## Instructions for the task:
In the records below, begin at the line containing "transform-origin:16.5px; border-radius:16.5px; background:#fff" and end at the line containing "translate:-50% -50%; white-space:nowrap;"; quote every line in that span exactly, including both boundary lines, and no others.

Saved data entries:
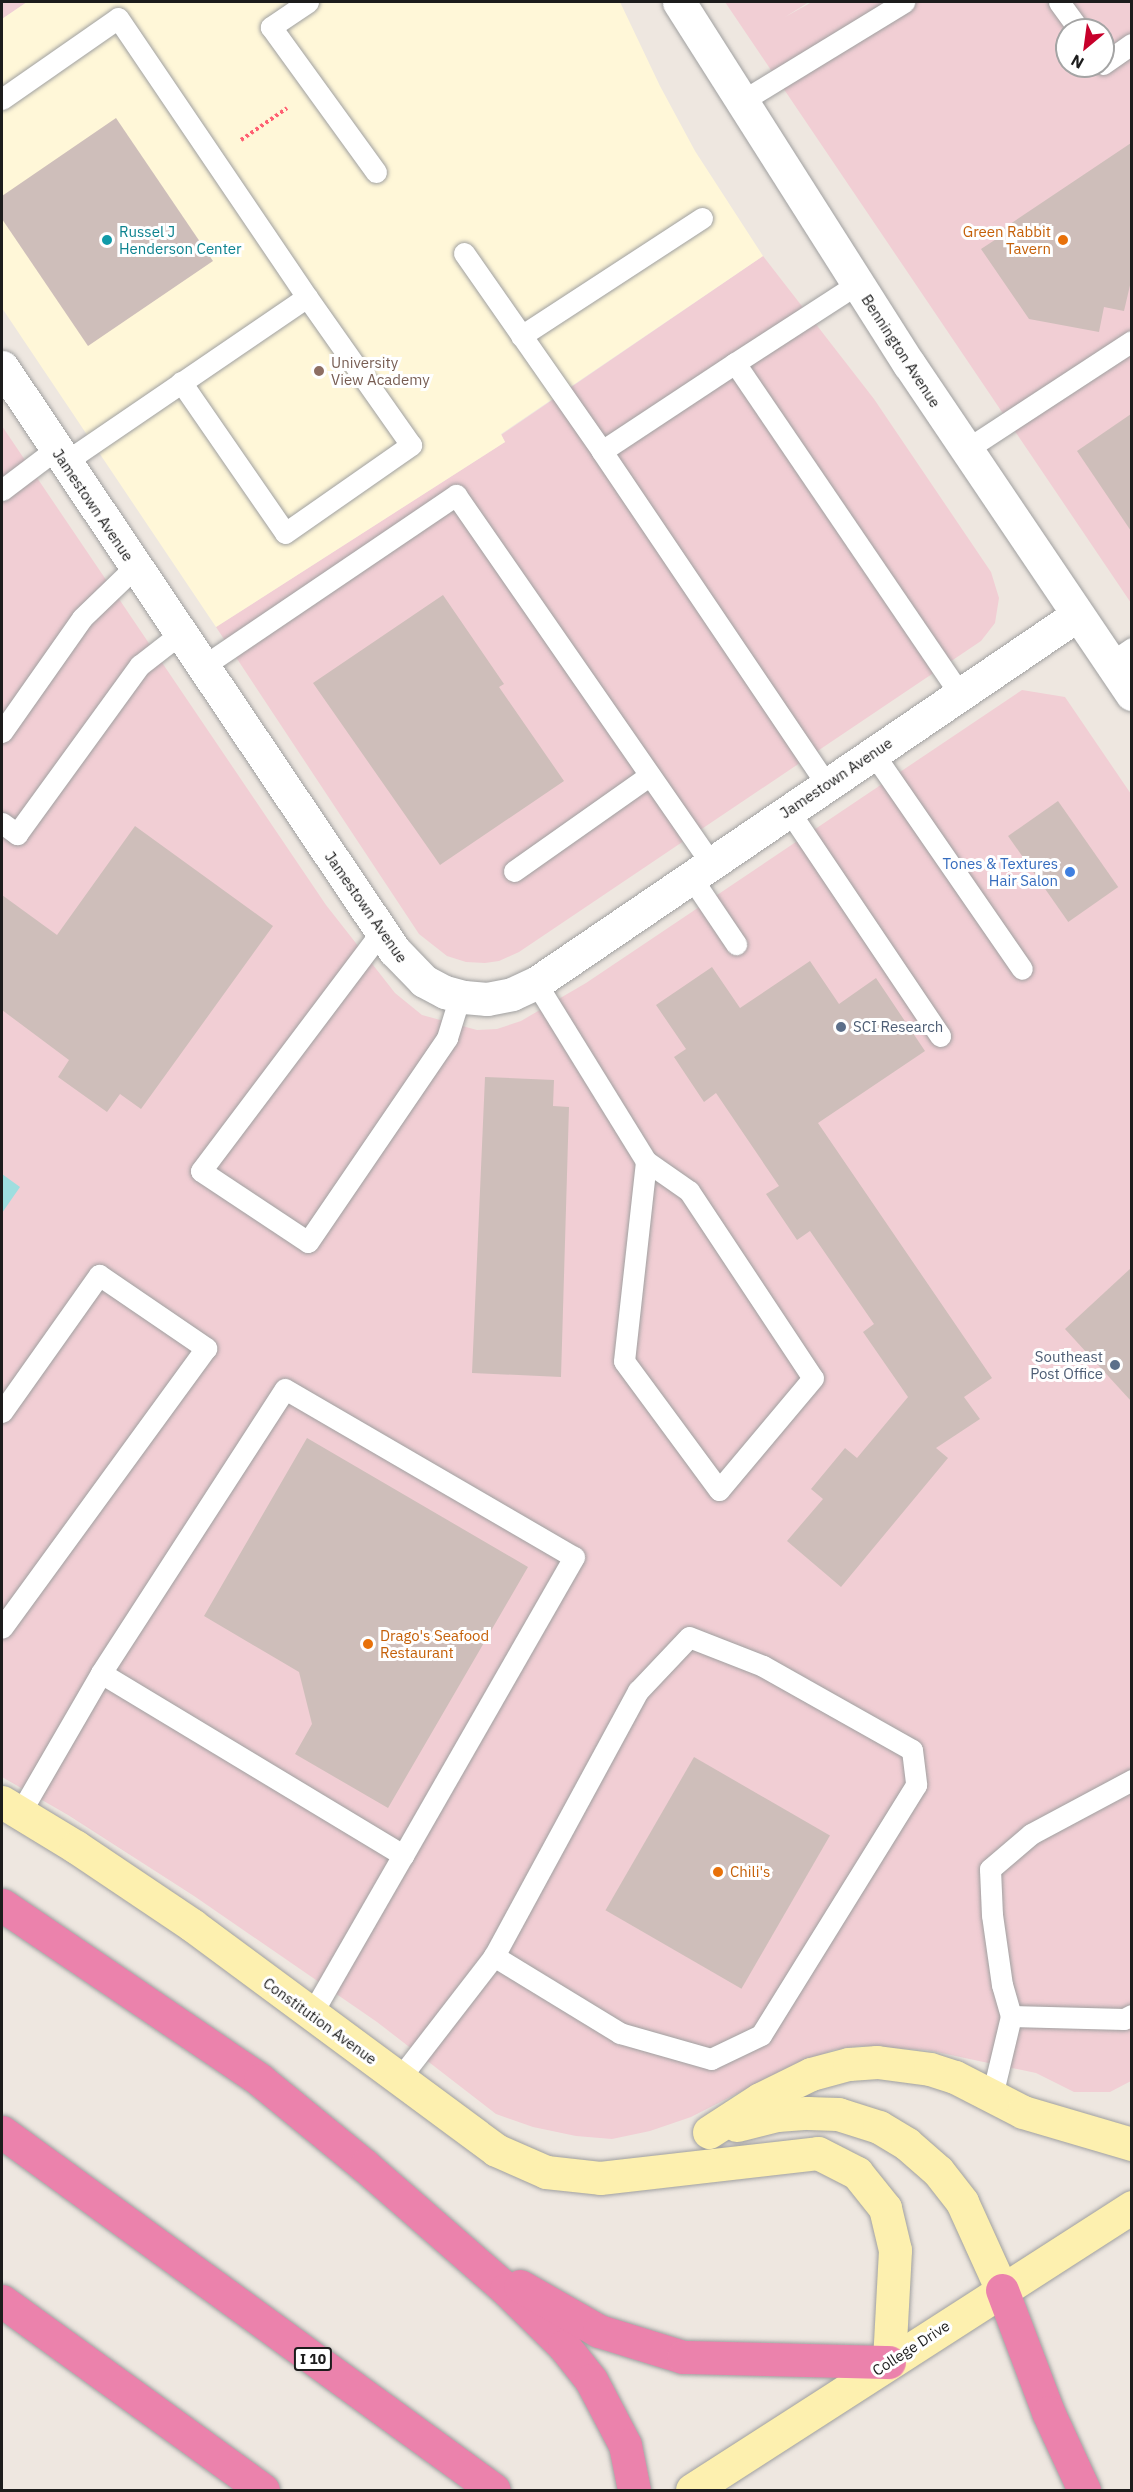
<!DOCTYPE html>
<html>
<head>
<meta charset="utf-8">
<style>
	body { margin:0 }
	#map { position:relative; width:1133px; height:2492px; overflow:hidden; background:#eee7e0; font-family:"IBM Plex Sans",sans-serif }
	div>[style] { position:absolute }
	.commercial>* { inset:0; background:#f1ced4 }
	.education>* { inset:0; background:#fff7d8 }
	.water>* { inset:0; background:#9ededf }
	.building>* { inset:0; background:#cebeba; transform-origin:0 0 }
	.path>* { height:4px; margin-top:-2px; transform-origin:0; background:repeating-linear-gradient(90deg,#ff6072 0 3px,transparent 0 6px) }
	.roads { filter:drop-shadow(0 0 2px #a0a0a0) drop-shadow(0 0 2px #a0a0a0) }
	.lane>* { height:21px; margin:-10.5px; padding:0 10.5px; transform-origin:10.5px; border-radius:10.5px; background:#fff }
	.street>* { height:33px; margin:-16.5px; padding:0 16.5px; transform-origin:16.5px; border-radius:16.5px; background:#fff }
	.secondary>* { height:33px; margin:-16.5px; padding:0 16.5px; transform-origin:16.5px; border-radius:16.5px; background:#fdf0af }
	.highway>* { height:33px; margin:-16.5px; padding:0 16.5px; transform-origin:16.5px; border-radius:16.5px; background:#eb82ac }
	.dots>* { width:16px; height:16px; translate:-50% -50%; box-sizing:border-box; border:3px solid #fff; border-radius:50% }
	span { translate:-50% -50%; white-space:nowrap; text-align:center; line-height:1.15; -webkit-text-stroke:6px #fff; paint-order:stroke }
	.shield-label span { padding:2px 4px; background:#fff; border:2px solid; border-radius:4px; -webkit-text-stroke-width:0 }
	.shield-label { font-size:14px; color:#1c1c1c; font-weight:700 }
	.culture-label { font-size:15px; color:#0d838f }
	.left { translate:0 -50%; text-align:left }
	.food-label { font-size:15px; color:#c56008 }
	.right { translate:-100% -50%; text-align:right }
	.street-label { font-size:15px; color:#1c1c1c }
	.education-label { font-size:15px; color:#785e54 }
	.shop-label { font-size:15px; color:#366cbe }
	.service-label { font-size:15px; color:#4e5e75 }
	.frame { position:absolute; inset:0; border:3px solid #1c1c1c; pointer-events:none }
	.north { position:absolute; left:1055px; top:18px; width:60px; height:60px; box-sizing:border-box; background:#fff; border:2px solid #a4a4a4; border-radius:50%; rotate:209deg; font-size:16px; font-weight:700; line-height:24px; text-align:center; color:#1c1c1c }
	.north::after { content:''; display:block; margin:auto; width:21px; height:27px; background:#c7002b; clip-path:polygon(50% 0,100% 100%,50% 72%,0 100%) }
</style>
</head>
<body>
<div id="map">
	<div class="commercial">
		<i style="clip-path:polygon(2px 2px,27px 2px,2px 19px)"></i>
		<i style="clip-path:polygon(evenodd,725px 2px,809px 2px,785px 17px,812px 2px,1131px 2px,1131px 603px,725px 2px,1067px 30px,1103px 30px,1103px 66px,1067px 66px,1067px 30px)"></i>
		<i style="clip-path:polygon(763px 256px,874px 399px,991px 572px,999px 598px,995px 623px,981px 641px,519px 952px,499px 961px,485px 963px,466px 962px,447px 956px,419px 934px,216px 627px,505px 442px,501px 435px)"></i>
		<i style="clip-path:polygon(2px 426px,326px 905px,395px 993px,422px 1015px,477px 1030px,497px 1029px,521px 1021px,586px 983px,1022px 690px,1065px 697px,1131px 794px,1131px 2081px,1110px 2092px,1074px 2092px,1036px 2073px,927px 2050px,859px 2046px,833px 2050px,787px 2068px,691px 2117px,650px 2131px,612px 2139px,576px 2136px,533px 2127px,496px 2114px,377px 2022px,194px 1896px,68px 1815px,2px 1777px)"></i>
	</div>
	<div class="education">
		<i style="clip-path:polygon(27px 2px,620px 2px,660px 86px,695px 151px,763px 256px,501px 434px,505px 442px,216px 627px,2px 308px,2px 19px)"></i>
	</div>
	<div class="water">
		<i style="clip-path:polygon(2px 1174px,20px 1187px,2px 1213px)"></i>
	</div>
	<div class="building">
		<i style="clip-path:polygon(116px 118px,213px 261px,88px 346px,2px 219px,2px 196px)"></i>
		<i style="clip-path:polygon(1131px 143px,1131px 281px,1124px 311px,1104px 307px,1099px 332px,1029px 319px,981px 249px,1007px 232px,1004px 228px)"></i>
		<i style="clip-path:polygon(1131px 414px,1131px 531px,1077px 451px)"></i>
		<i style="clip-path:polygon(443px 595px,504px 684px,499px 687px,564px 781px,440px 865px,313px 683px)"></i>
		<i style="left:1058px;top:801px;width:105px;height:61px;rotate:55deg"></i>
		<i style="clip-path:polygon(135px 826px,273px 926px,141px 1109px,120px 1094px,107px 1112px,58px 1077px,69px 1060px,2px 1010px,2px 895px,57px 935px)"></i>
		<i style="clip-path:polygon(810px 961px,839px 1004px,876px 978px,925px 1051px,818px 1123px,992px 1378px,964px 1397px,980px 1419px,936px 1448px,948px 1458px,841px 1587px,787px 1541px,823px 1499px,811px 1489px,845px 1448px,857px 1458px,908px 1397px,863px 1332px,874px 1324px,810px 1231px,797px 1240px,766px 1194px,779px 1186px,716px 1093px,704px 1102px,674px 1057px,686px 1049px,656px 1005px,712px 967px,740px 1008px)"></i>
		<i style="clip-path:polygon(485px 1077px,554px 1080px,553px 1106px,569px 1107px,561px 1377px,472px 1373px)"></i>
		<i style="clip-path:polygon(1131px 1268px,1131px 1401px,1065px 1329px)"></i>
		<i style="clip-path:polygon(307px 1438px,528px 1567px,388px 1808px,295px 1754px,312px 1724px,299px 1672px,204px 1616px)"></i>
		<i style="left:694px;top:1757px;width:157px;height:177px;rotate:30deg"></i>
	</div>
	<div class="path">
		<i style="left:241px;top:140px;width:56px;rotate:-34.8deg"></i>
	</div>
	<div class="roads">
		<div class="lane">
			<i style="left:308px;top:2px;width:45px;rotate:146deg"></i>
			<i style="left:271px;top:27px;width:179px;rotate:54.1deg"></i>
			<i style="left:1059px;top:2px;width:34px;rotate:54deg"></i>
			<i style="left:1103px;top:64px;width:35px;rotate:-35deg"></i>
			<i style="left:2px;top:99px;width:141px;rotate:-34.9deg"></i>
			<i style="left:118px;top:18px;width:337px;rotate:55.9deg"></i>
			<i style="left:307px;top:297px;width:293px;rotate:145.7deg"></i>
			<i style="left:742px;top:101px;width:190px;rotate:-31.4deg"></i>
			<i style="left:464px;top:253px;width:241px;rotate:55.1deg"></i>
			<i style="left:521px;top:336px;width:216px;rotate:-33.1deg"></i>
			<i style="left:735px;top:363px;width:145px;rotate:-32.9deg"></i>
			<i style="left:181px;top:382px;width:183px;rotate:55.4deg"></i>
			<i style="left:285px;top:533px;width:154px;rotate:-34.9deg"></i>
			<i style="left:411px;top:445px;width:181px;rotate:-125.1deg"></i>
			<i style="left:967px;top:449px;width:197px;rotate:-33.2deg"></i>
			<i style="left:2px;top:490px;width:68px;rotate:-37.2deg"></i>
			<i style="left:1110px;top:663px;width:27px;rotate:-34deg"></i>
			<i style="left:202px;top:667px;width:307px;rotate:-34.1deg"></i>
			<i style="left:456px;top:495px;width:448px;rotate:55.3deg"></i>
			<i style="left:2px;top:732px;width:139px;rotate:-54.9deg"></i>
			<i style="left:82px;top:618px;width:74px;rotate:-43.9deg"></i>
			<i style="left:873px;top:753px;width:262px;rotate:55.4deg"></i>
			<i style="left:827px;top:785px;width:403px;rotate:-124deg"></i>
			<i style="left:602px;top:451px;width:159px;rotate:-33.5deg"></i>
			<i style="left:735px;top:363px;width:400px;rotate:55.8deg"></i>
			<i style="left:789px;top:811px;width:271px;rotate:56.1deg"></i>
			<i style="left:2px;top:823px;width:19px;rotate:36deg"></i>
			<i style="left:17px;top:834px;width:209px;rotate:-54deg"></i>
			<i style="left:140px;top:665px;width:51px;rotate:-37.8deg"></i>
			<i style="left:514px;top:871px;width:166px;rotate:-35.2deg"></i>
			<i style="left:691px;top:877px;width:81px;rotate:56.1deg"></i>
			<i style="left:381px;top:932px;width:299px;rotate:127deg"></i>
			<i style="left:201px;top:1171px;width:128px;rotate:33.6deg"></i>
			<i style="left:308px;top:1242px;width:247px;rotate:-55.7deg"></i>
			<i style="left:447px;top:1038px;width:44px;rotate:-72.8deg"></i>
			<i style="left:536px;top:983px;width:209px;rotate:58.3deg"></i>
			<i style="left:646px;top:1161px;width:52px;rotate:34.9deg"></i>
			<i style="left:689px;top:1191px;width:224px;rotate:56.5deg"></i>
			<i style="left:813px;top:1378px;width:146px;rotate:130deg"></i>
			<i style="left:719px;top:1490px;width:160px;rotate:-126.4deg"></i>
			<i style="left:624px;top:1361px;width:201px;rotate:-83.7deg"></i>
			<i style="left:2px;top:1412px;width:168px;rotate:-54.7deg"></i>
			<i style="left:99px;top:1275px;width:130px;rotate:34.3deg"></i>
			<i style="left:206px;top:1348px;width:346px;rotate:126.1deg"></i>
			<i style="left:101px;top:1673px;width:338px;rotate:-57.1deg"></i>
			<i style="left:285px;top:1389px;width:334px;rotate:30.2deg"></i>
			<i style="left:574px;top:1557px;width:344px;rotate:119.8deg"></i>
			<i style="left:20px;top:1813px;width:162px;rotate:-59.9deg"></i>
			<i style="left:101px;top:1673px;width:353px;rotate:31.1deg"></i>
			<i style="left:403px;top:1855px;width:185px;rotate:119.9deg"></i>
			<i style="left:1011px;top:2016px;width:113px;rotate:1.5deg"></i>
			<i style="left:1124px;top:2019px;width:9px;rotate:-27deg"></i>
			<i style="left:399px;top:2079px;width:155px;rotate:-52.3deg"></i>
			<i style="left:494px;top:1956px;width:302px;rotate:-61.5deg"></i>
			<i style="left:638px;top:1691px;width:74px;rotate:-46.6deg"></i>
			<i style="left:689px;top:1637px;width:79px;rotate:21.4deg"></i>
			<i style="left:763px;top:1666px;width:171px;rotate:29.4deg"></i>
			<i style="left:912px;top:1750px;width:35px;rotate:83deg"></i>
			<i style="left:916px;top:1785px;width:294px;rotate:121.8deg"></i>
			<i style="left:761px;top:2035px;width:55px;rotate:154.4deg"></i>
			<i style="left:711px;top:2059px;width:95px;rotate:-164.1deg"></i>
			<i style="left:620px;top:2033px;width:148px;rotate:-148.6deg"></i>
			<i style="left:992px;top:2096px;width:82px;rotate:-76.6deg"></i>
			<i style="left:1011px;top:2016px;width:32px;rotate:-106deg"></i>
			<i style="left:1002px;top:1985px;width:71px;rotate:-98.1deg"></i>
			<i style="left:992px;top:1915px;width:46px;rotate:-92.5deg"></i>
			<i style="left:990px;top:1869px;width:54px;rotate:-40.5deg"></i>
			<i style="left:1031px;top:1834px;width:115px;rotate:-28.1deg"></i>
		</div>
		<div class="street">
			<i style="left:679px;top:2px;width:429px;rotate:57.6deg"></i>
			<i style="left:909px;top:364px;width:398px;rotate:56deg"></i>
			<i style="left:2px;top:367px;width:703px;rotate:56.08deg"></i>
			<i style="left:394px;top:950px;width:43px;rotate:45.9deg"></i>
			<i style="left:424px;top:981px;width:24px;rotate:28deg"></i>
			<i style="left:445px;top:992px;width:20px;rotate:15deg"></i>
			<i style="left:464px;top:997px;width:23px;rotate:5deg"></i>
			<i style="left:487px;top:999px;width:25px;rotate:-11deg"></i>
			<i style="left:512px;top:994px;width:26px;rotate:-25deg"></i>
			<i style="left:536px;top:983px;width:654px;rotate:-34.22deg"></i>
		</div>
		<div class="secondary">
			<i style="left:2px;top:1802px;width:87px;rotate:31.3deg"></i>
			<i style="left:76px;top:1847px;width:140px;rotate:33.9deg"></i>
			<i style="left:192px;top:1925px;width:378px;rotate:36.5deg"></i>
			<i style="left:496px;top:2150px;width:55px;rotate:23.7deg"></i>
			<i style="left:546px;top:2172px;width:54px;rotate:6.3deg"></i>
			<i style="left:600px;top:2178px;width:219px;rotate:-6.5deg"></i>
			<i style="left:818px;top:2153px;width:44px;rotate:27.1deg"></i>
			<i style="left:857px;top:2173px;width:45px;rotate:51.3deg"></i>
			<i style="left:885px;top:2208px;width:43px;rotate:76.6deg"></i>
			<i style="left:895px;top:2250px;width:112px;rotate:93.1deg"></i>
			<i style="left:737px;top:2125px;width:41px;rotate:-14deg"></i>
			<i style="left:777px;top:2115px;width:30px;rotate:-4deg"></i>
			<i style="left:807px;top:2113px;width:31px;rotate:2deg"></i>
			<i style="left:838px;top:2114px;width:43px;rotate:17.6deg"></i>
			<i style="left:879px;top:2127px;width:33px;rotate:31deg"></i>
			<i style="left:907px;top:2144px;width:41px;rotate:41.1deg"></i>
			<i style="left:938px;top:2171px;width:39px;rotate:52deg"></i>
			<i style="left:962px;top:2202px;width:97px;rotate:65.6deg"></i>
			<i style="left:709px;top:2132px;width:61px;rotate:-32.9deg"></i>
			<i style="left:760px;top:2099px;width:57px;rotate:-26.1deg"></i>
			<i style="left:811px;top:2074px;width:39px;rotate:-15deg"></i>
			<i style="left:849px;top:2064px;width:28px;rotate:-4deg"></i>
			<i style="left:877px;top:2062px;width:53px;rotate:7.5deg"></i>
			<i style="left:930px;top:2069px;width:26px;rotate:18deg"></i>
			<i style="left:955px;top:2077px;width:76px;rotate:27.2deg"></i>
			<i style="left:1023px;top:2112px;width:114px;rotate:16.4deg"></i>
			<i style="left:692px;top:2490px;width:523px;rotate:-32.75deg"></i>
		</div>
		<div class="highway">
			<i style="left:2px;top:1905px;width:312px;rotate:34.1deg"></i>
			<i style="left:260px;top:2080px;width:136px;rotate:39.3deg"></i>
			<i style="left:365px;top:2166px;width:187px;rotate:41.1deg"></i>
			<i style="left:506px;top:2289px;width:81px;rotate:44.5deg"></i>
			<i style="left:564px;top:2346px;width:43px;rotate:51.5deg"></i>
			<i style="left:591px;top:2380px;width:73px;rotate:62.4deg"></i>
			<i style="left:625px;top:2445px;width:46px;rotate:78.7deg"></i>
			<i style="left:2px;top:2132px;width:608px;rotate:36.04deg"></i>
			<i style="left:520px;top:2286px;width:91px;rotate:29.7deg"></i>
			<i style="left:599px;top:2331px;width:88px;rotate:17.2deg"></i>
			<i style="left:683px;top:2357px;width:206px;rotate:1.4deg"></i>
			<i style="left:1002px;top:2290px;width:130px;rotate:69.3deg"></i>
			<i style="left:1048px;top:2412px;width:86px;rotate:65.2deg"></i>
			<i style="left:2px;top:2301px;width:322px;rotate:35.9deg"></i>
		</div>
	</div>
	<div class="dots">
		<i style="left:107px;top:240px;background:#0f9aa8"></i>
		<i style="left:1063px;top:240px;background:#e8710a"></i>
		<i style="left:319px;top:371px;background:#8d6e63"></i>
		<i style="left:1070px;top:872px;background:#3f7fe0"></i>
		<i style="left:841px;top:1027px;background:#5c6f8a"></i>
		<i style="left:1115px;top:1365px;background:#5c6f8a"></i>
		<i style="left:368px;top:1644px;background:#e8710a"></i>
		<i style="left:718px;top:1872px;background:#e8710a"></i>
	</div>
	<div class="shield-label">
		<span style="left:313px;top:2359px">I 10</span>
	</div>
	<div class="culture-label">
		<span class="left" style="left:119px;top:240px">Russel J<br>Henderson Center</span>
	</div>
	<div class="food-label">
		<span class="right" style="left:1051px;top:240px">Green Rabbit<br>Tavern</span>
		<span class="left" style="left:380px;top:1644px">Drago's Seafood<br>Restaurant</span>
		<span class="left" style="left:730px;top:1872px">Chili's</span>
	</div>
	<div class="street-label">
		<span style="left:901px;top:351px;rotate:57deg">Bennington Avenue</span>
		<span style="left:93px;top:505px;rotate:56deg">Jamestown Avenue</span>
		<span style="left:836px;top:778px;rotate:-34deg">Jamestown Avenue</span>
		<span style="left:366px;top:907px;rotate:55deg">Jamestown Avenue</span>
		<span style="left:320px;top:2021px;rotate:36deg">Constitution Avenue</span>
		<span style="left:911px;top:2348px;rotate:-33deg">College Drive</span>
	</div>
	<div class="education-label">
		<span class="left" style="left:331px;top:371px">University<br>View Academy</span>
	</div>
	<div class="shop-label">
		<span class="right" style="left:1058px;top:872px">Tones &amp; Textures<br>Hair Salon</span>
	</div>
	<div class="service-label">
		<span class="left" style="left:853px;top:1027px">SCI Research</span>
		<span class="right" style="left:1103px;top:1365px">Southeast<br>Post Office</span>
	</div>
	<div class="frame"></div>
	<div class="north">N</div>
</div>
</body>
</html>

## Problem solution:
	.street>* { height:33px; margin:-16.5px; padding:0 16.5px; transform-origin:16.5px; border-radius:16.5px; background:#fff }
	.secondary>* { height:33px; margin:-16.5px; padding:0 16.5px; transform-origin:16.5px; border-radius:16.5px; background:#fdf0af }
	.highway>* { height:33px; margin:-16.5px; padding:0 16.5px; transform-origin:16.5px; border-radius:16.5px; background:#eb82ac }
	.dots>* { width:16px; height:16px; translate:-50% -50%; box-sizing:border-box; border:3px solid #fff; border-radius:50% }
	span { translate:-50% -50%; white-space:nowrap; text-align:center; line-height:1.15; -webkit-text-stroke:6px #fff; paint-order:stroke }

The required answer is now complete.